Jiaru Zou, Ling Yang, Jing Gu, Jiahao Qiu, Ke Shen, Jingrui He, Mengdi Wang
Princeton University, Cornell University
arXiv.org (2025)
RL Reasoning Benchmark

📝 Paper Summary

Process Reward Models (PRMs) Chain-of-Thought (CoT) Reasoning Reinforcement Learning (RLHF/RLAIF)
ReasonFlux-PRM improves reasoning performance by training a reward model to explicitly score unstructured intermediate thinking trajectories using alignment, coherence, and template-based supervision, unlike standard PRMs trained only on final responses.
Core Problem
Existing Process Reward Models are trained on structured final responses and fail to effectively evaluate the messy, unstructured 'thinking trajectories' generated by frontier models like Deepseek-R1.
Why it matters:
  • Standard PRMs degrade performance when used to select training data from thinking-model outputs because they cannot distinguish high-quality intermediate reasoning from noise.
  • Frontier models increasingly use 'trajectory-response' formats (long thinking trace + concise answer), creating a supervision gap for existing reward models.
Concrete Example: When filtering Deepseek-R1 outputs, a standard PRM (Qwen2.5-Math-PRM-72B) fails to differentiate between high-quality thinking traces and lower-quality ones, often assigning similar scores to distinct oracle outputs, which leads to suboptimal data selection for downstream training.
Key Novelty
Trajectory-Aware Process Reward Model (ReasonFlux-PRM)
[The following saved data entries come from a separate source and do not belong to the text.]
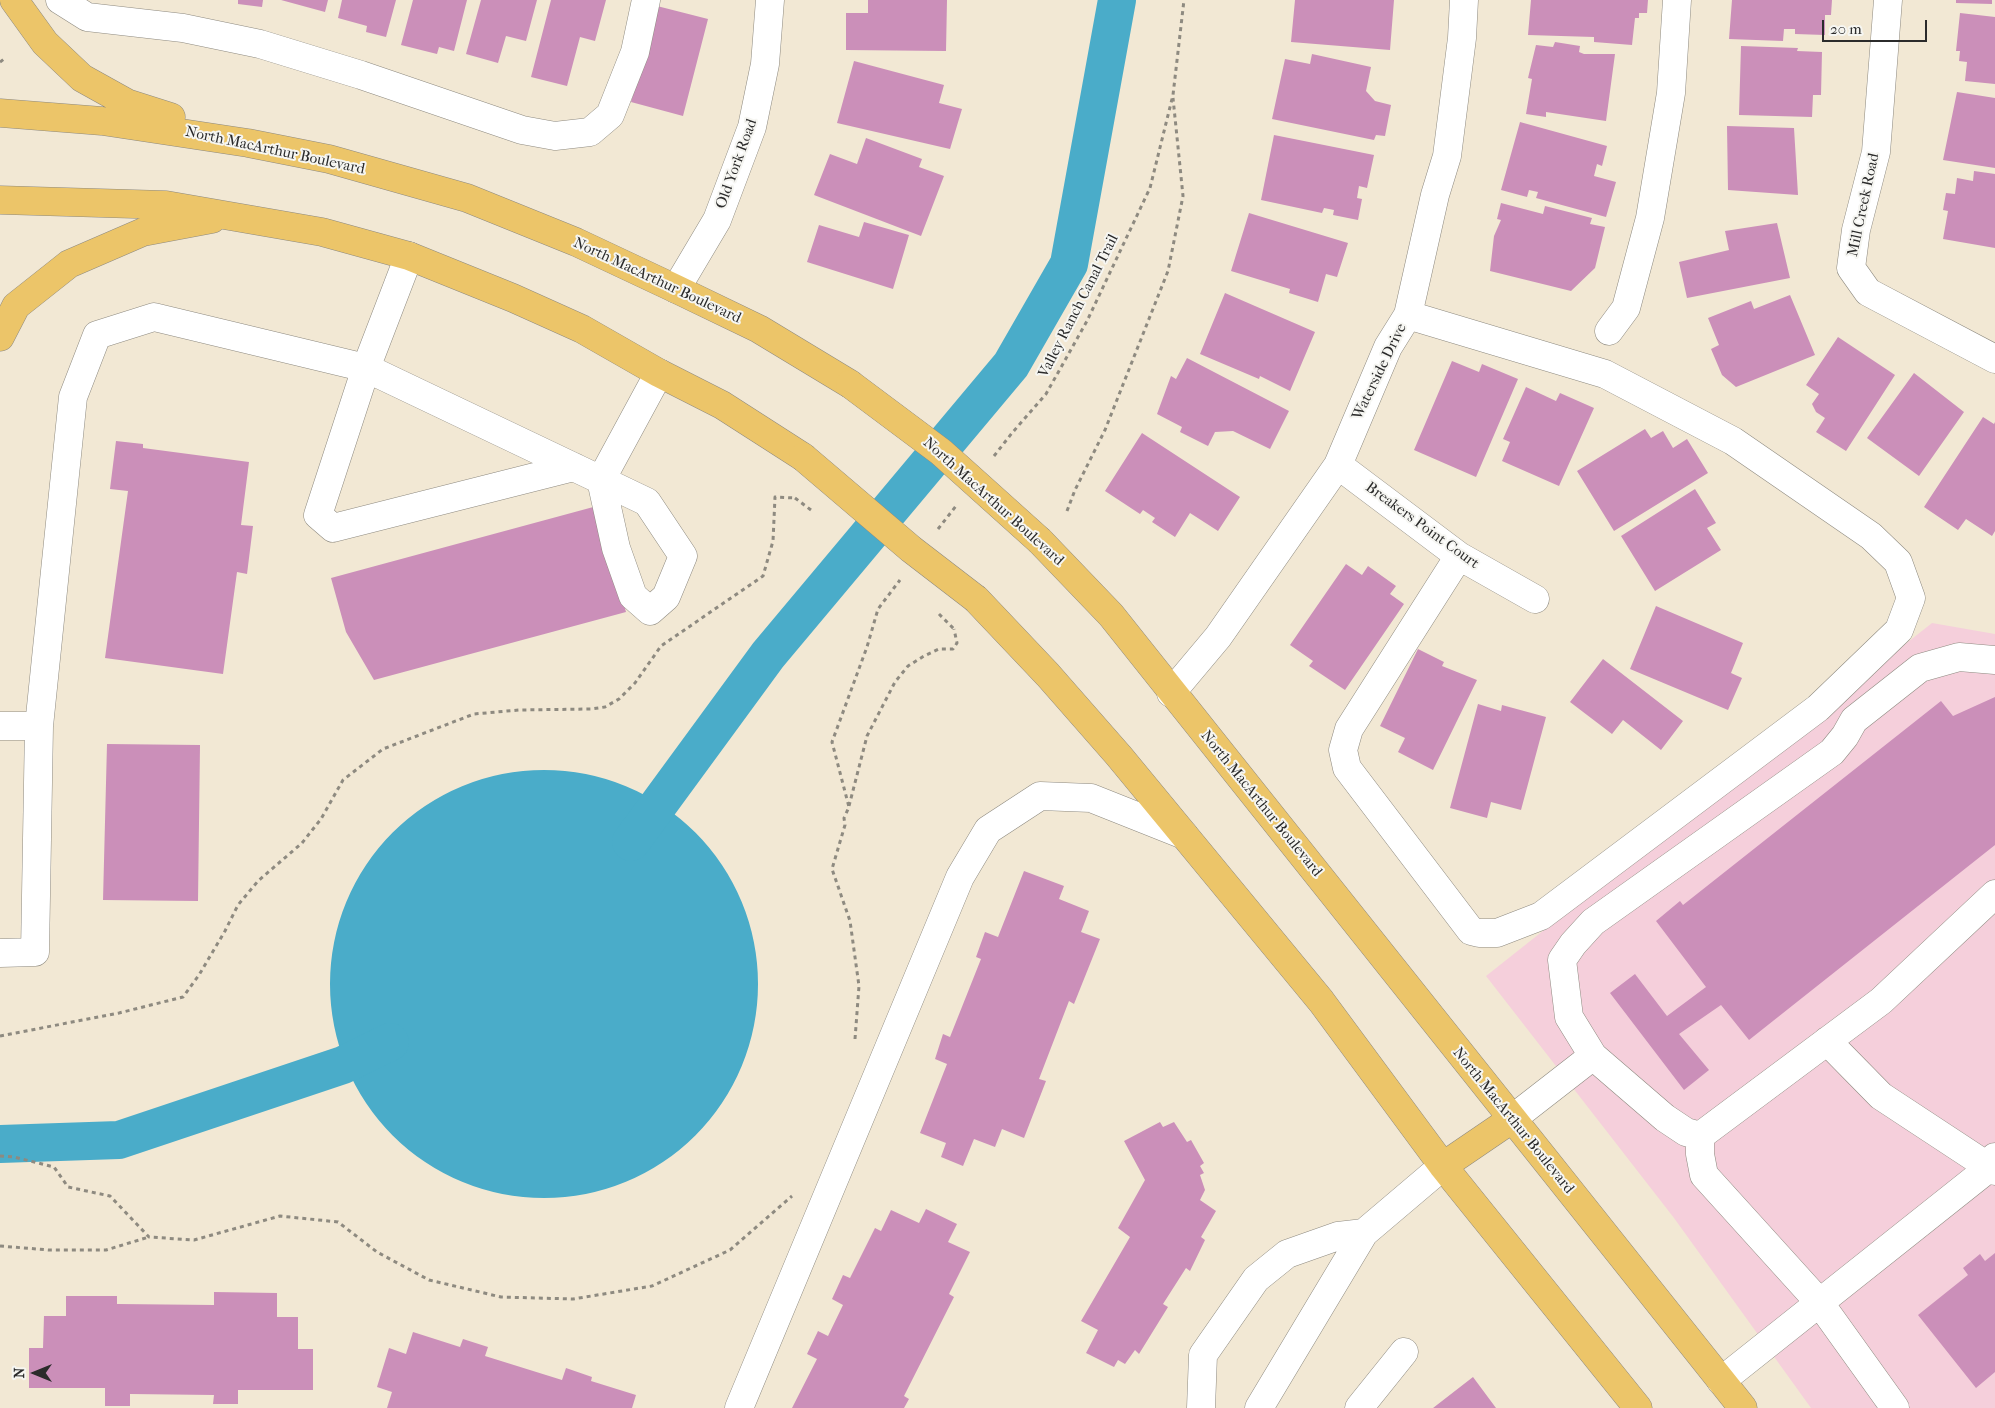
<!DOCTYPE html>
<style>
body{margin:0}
#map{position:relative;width:1995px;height:1408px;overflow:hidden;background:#f2e8d4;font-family:"IM FELL French Canon",serif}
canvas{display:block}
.north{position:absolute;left:10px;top:1348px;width:50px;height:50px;-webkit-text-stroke:4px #f6f6f2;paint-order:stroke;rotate:270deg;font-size:14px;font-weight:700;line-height:20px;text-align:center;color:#2b2b2b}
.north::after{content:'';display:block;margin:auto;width:18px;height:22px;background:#2b2b2b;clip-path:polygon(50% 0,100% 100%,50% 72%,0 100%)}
.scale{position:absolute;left:1822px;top:20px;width:105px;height:22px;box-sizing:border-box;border:2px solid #2b2b2b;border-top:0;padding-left:6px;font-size:15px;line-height:18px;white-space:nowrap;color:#2b2b2b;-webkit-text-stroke:4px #f6f6f2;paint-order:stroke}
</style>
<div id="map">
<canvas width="1995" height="1408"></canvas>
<div class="north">N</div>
<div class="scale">20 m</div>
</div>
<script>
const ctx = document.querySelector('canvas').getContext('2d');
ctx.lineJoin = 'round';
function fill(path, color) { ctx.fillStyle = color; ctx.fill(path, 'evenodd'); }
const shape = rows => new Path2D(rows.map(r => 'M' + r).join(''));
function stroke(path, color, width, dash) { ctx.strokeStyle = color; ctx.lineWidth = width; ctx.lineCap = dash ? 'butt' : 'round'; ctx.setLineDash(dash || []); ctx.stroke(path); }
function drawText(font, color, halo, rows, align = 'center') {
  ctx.font = font + ' "IM FELL French Canon",serif'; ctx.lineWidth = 4; ctx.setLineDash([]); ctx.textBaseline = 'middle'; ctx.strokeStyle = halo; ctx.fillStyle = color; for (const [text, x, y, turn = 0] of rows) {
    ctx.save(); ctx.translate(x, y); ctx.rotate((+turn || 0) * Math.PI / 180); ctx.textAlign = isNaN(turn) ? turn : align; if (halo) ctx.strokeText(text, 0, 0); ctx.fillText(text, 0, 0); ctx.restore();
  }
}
fill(shape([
 [1932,623,1995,634,1995,1408,1811,1408,1674,1218,1486,976]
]), '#f5cfdb');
fill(shape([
 '330 984a214 214 0 1 1 428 0a214 214 0 1 1-428 0Z'
]), '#4aacc9');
stroke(shape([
 [631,842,768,655,1011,365,1069,264,1117,0],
 [0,1144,119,1140,343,1065,390,1042]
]), '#4aacc9', 38);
fill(shape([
 [238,0,263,0,262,7,238,4],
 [281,0,328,0,325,12],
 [342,0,396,0,386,37,366,32,367,26,338,18],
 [413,0,467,0,454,51,439,47,437,54,401,45],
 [481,0,537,0,526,41,506,36,498,63,466,54],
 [551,0,606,0,595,41,580,37,567,86,531,77],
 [868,0,947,0,946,51,846,50,846,13,868,13],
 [1295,0,1394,0,1390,50,1291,42],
 [1531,0,1648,0,1647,13,1639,13,1639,18,1635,18,1632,45,1594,42,1594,37,1528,35],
 [1732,0,1832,0,1831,15,1825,15,1825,35,1795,34,1795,29,1784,29,1783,41,1729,39],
 [1956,0,1992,0,1992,4,1956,3],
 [657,6,708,19,683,116,631,102],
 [1960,13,1995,17,1995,84,1965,81,1967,62,1959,61,1960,51,1956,51],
 [1555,42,1580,46,1579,52,1584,54,1615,54,1606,121,1546,112,1546,117,1526,114,1532,79,1528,78,1536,45,1553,47],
 [1741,46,1798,48,1797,51,1822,52,1821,95,1813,95,1812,117,1739,115],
 [1312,54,1371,67,1366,91,1375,101,1391,105,1385,136,1376,135,1374,140,1272,119,1285,59,1310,64],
 [854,61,944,85,939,103,962,109,950,149,837,123],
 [1957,92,1995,98,1995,168,1943,160],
 [1520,122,1607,146,1602,166,1597,164,1594,176,1616,182,1606,217,1536,198,1538,192,1529,190,1527,197,1501,190],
 [1727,126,1794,128,1798,195,1728,190],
 [1274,135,1374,155,1367,188,1359,186,1357,198,1362,199,1358,220,1333,215,1334,210,1324,208,1322,213,1261,200],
 [866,138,922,159,919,167,944,176,921,236,814,195,830,154,857,164],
 [1974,171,1995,174,1995,248,1943,239,1948,211,1943,210,1946,193,1955,194,1957,178,1973,181],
 [1501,203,1543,214,1545,206,1592,218,1590,224,1605,227,1595,268,1571,291,1490,271,1494,236,1501,220,1497,219],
 [1249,213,1348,243,1337,277,1326,274,1318,302,1289,293,1290,289,1231,271],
 [864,222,909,235,893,289,807,262,819,225,859,237],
 [1777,223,1790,278,1687,298,1679,262,1729,250,1725,231],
 [1225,293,1315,332,1290,391,1260,376,1259,379,1200,354],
 [1790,295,1815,355,1736,387,1722,375,1711,349,1719,345,1708,318,1751,301,1754,309],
 [1838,337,1895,375,1846,451,1816,432,1825,418,1816,412,1812,404,1819,394,1806,385],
 [1187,358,1289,411,1270,449,1233,431,1215,432,1208,446,1180,432,1182,427,1157,414,1171,376,1176,379],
 [1452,361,1479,372,1482,364,1518,379,1476,477,1414,450],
 [1914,373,1964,412,1919,476,1867,438],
 [1526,387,1556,401,1560,393,1594,408,1559,486,1502,461,1510,442,1503,439],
 [1983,417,1994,424,1995,422,1995,531,1992,536,1966,519,1958,530,1924,507],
 [1645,429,1651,438,1663,431,1673,448,1687,439,1708,473,1614,531,1577,471],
 [1142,433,1240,497,1218,531,1190,513,1175,537,1152,522,1155,518,1143,510,1140,514,1105,491],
 [116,441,143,444,143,448,249,462,241,525,253,526,247,574,237,572,223,674,105,658,128,491,110,489],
 [1695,489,1716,523,1707,528,1721,550,1655,591,1621,536],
 [597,506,626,612,374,680,346,632,331,578],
 [1346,564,1362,575,1368,566,1396,586,1390,594,1404,604,1345,690,1309,666,1313,661,1290,645],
 [1656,606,1743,643,1731,673,1742,678,1728,710,1630,669],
 [1418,649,1444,662,1442,666,1477,680,1433,770,1398,752,1405,738,1380,726],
 [1603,659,1683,721,1661,750,1623,720,1612,734,1570,702],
 [1995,697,1995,845,1749,1040,1721,1005,1679,1034,1709,1070,1684,1090,1610,993,1635,974,1667,1016,1706,987,1656,921,1680,901,1683,905,1941,701,1953,716],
 [1478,704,1501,711,1502,705,1546,717,1521,810,1491,802,1487,818,1450,808],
 [107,744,200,745,198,901,103,900],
 [1024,871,1064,886,1059,899,1089,911,1081,932,1100,939,1074,1004,1069,1001,1039,1079,1046,1081,1024,1138,1002,1129,995,1147,974,1139,963,1166,941,1157,946,1143,920,1133,947,1064,935,1059,943,1034,950,1037,981,959,976,957,985,932,998,937],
 [1160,1122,1163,1127,1174,1122,1187,1142,1191,1140,1204,1163,1200,1166,1204,1173,1200,1175,1205,1190,1200,1200,1216,1211,1201,1237,1205,1240,1190,1271,1186,1268,1163,1304,1168,1307,1139,1354,1135,1350,1125,1364,1118,1360,1114,1367,1086,1353,1098,1330,1081,1321,1130,1237,1118,1228,1145,1180,1124,1141],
 [926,1209,957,1224,948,1242,970,1252,949,1294,954,1297,904,1396,909,1399,904,1408,792,1408,817,1359,807,1354,818,1331,828,1336,843,1305,832,1299,843,1275,850,1278,875,1228,881,1231,891,1210,919,1223],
 [1995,1253,1995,1372,1976,1388,1918,1315,1968,1275,1963,1268,1980,1254,1985,1261],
 [214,1292,277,1293,277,1317,298,1317,298,1349,313,1349,313,1390,238,1390,238,1404,213,1404,214,1395,130,1394,130,1406,105,1406,105,1388,29,1388,29,1348,43,1348,44,1316,66,1316,66,1296,117,1296,117,1304,214,1305],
 [413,1332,460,1347,463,1339,488,1347,485,1356,562,1380,566,1368,592,1377,591,1381,636,1395,632,1408,387,1408,392,1392,377,1387,389,1348,406,1354],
 [1473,1377,1496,1408,1433,1408]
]), '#cb8fb9');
const minor = shape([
 [60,0,87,17,183,28,260,44,361,75,522,130,555,136,590,132,610,115,635,52,646,0],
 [1888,0,1876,152,1856,230,1851,268,1868,292,1995,359],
 [409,256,366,368,318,515,333,528,574,467],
 [676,289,717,220,752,127,765,64,770,0],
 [1408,315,1605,374,1733,441,1871,536,1898,562,1911,598,1899,630,1818,708,1541,916,1497,933,1479,933,1471,931,1347,768,1343,750,1349,729,1459,556],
 [1609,331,1626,308,1650,218,1671,93,1677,0],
 [1338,465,1459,556,1535,599],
 [601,480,647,502,683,556,666,597,650,611,633,596,616,548,601,480],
 [1171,693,1218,637,1338,465,1388,347,1408,315,1435,195,1447,156,1462,38,1464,0],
 [0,726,39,726],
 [0,953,35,952,39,726,73,397,97,335,154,317,366,368,601,480,659,373],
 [1827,1041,1881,1096,1995,1171],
 [1512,1119,1593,1056],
 [1700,1136,1686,1132,1665,1118,1593,1056,1569,1017,1562,960,1573,944,1593,922,1832,752,1845,736,1854,720,1920,668,1959,657,1995,660],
 [1700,1136,1881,1001,1995,894],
 [1700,1136,1700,1154,1704,1175,1819,1302,1895,1408],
 [1721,1381,1989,1168,1995,1157],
 [739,1408,960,877,988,830,1040,796,1091,798,1184,835],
 [1201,1408,1203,1355,1256,1279,1287,1254,1338,1236,1364,1233],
 [1259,1408,1364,1233,1443,1166],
 [1359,1408,1404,1352]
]);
const major = shape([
 [14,0,45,43,82,78,127,103,171,117],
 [0,113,102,121,248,143,329,159,467,198,576,242,676,289,759,329,850,384],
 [0,200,166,205,322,232,409,256,513,298,582,329,659,373,722,405,803,457],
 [0,337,16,306,69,264,143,232,212,219],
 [1040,541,1111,615,1743,1408],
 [976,599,1048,675,1119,756,1321,1001,1443,1166,1638,1408],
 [1443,1166,1512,1119]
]);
stroke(minor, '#8e8a80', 29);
stroke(major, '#8e8a80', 29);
stroke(shape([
 [0,62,4,59],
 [994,456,1012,433,1046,394,1087,321,1150,188,1173,95,1184,0],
 [1067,511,1075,490,1105,430,1168,271,1183,196,1173,98],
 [938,529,956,506],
 [849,806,867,736,895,682,908,666,924,656,939,649,953,649,957,643,954,629],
 [0,1036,119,1013,183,997,199,975,225,931,238,905,258,881,302,843,321,819,343,780,383,749,474,714,519,710,591,709,605,707,619,699,635,683,661,646,763,576,773,541,775,497,795,498],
 [855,1039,859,986,850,921,832,869,845,825,844,818,849,807,832,742,867,647,878,609,900,580],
 [0,1156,14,1157,54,1167,68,1187,110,1196,149,1237,194,1240,280,1216,338,1222,377,1252,429,1280,501,1297,573,1299,652,1286,730,1250,792,1196],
 [0,1246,49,1250,106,1250,149,1237]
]), '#8e8a80', 3, [4, 4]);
stroke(minor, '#fff', 28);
stroke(major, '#ecc569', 28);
const majorBridge = shape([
 [850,384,941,452,1040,541],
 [803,457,911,549,976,599]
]);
stroke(majorBridge, '#8e8a80', 29, []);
stroke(shape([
 [795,498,811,510],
 [939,614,954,629]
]), '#8e8a80', 3, [4, 4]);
stroke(majorBridge, '#ecc569', 28);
drawText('15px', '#2b2b2b', '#f6f6f2', [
 ["North MacArthur Boulevard",275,151,12],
 ["Old York Road",737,164,-70],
 ["Mill Creek Road",1864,205,-78],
 ["North MacArthur Boulevard",657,281,25],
 ["Valley Ranch Canal Trail",1079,306,-63],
 ["Waterside Drive",1380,372,-64],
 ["North MacArthur Boulevard",993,502,42],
 ["Breakers Point Court",1422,526,36],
 ["North MacArthur Boulevard",1261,804,51],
 ["North MacArthur Boulevard",1513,1121,51]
]);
</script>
  • Treats 'thinking' steps and 'final answer' steps differently, using specific reward signals for the unstructured thinking phase.
  • Constructs synthetic training targets using three signals: alignment (similarity to final answer), quality (LLM judge evaluation), and coherence (consistency with previous steps).
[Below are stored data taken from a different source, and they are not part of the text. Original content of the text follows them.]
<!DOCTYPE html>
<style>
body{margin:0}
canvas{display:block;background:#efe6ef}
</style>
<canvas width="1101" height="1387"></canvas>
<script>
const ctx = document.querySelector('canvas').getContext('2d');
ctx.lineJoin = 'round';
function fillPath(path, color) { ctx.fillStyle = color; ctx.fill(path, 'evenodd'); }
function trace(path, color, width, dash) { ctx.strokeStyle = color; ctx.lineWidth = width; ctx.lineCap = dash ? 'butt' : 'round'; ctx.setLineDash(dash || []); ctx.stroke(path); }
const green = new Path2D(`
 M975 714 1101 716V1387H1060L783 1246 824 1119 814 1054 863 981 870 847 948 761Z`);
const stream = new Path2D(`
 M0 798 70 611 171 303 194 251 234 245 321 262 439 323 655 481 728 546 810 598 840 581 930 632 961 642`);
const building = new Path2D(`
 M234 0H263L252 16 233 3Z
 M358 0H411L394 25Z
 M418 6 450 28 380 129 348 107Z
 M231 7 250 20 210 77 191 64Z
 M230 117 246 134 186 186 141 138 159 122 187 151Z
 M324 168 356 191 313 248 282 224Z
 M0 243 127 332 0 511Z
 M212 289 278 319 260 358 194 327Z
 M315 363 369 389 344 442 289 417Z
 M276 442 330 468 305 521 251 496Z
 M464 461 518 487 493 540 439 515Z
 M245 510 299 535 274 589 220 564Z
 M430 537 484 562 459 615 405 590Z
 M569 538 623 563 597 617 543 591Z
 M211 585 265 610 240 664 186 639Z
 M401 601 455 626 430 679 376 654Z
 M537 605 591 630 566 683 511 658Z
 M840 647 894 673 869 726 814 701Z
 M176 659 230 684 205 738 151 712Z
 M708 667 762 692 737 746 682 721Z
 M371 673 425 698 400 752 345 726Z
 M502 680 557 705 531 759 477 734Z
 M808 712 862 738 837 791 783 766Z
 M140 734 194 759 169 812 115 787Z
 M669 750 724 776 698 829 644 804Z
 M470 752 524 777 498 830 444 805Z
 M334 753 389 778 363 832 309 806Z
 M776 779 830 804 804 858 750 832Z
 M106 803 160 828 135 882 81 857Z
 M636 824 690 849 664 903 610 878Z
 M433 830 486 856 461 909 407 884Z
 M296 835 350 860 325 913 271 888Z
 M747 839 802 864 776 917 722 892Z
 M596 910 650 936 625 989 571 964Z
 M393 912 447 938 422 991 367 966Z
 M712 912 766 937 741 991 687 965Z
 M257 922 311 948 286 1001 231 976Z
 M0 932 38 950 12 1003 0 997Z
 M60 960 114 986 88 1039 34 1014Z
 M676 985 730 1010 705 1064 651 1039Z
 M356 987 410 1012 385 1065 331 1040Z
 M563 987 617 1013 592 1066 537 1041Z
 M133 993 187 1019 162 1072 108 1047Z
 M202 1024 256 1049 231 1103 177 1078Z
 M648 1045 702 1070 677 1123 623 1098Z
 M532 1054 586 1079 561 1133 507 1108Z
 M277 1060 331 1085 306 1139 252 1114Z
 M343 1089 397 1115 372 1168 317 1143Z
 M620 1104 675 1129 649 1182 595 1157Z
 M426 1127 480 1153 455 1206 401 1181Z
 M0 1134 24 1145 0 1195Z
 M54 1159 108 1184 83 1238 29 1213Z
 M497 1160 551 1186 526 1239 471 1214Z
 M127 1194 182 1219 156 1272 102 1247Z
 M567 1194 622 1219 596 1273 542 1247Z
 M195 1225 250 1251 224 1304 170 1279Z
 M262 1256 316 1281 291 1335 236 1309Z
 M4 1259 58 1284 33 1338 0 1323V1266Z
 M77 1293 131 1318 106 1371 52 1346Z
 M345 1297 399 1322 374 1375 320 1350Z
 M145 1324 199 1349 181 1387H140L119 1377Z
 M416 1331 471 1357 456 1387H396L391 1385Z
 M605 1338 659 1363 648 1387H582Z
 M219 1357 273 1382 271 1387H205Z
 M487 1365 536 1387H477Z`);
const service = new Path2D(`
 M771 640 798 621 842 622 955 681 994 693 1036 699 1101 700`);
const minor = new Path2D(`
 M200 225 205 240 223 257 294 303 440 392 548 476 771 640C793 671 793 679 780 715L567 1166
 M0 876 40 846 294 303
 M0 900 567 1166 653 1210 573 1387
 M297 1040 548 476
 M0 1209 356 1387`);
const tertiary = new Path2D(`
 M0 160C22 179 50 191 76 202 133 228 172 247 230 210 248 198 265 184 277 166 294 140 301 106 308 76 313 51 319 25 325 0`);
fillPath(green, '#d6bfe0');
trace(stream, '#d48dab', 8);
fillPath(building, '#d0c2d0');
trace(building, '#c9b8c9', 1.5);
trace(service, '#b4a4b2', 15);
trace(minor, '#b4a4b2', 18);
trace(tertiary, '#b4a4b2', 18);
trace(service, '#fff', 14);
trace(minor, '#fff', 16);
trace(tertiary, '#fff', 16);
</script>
  • Validates reasoning strategies using a 'template-guided' trajectory reward, where a verifier extracts the high-level logic template and tests if it generalizes to new solutions.
Architecture
Architecture Figure Figure 4
Overview of ReasonFlux-PRM framework illustrating the reward construction and training process.
Evaluation Highlights
  • +12.1% average accuracy improvement on AIME, MATH500, and GPQA-Diamond benchmarks during supervised fine-tuning when using ReasonFlux-PRM-7B for data selection.
  • ReasonFlux-PRM-7B outperforms the 10x larger Qwen2.5-Math-PRM-72B in filtering high-quality training data.
  • +4.5% average accuracy gain in Reinforcement Learning (GRPO) and +6.3% in Test-Time Scaling (Best-of-N) using ReasonFlux rewards.
Breakthrough Assessment
8/10
Addresses a critical and emerging gap in supervising 'thinking' models (like o1/R1). Strong empirical gains over much larger baselines demonstrate the effectiveness of the trajectory-aware supervision approach.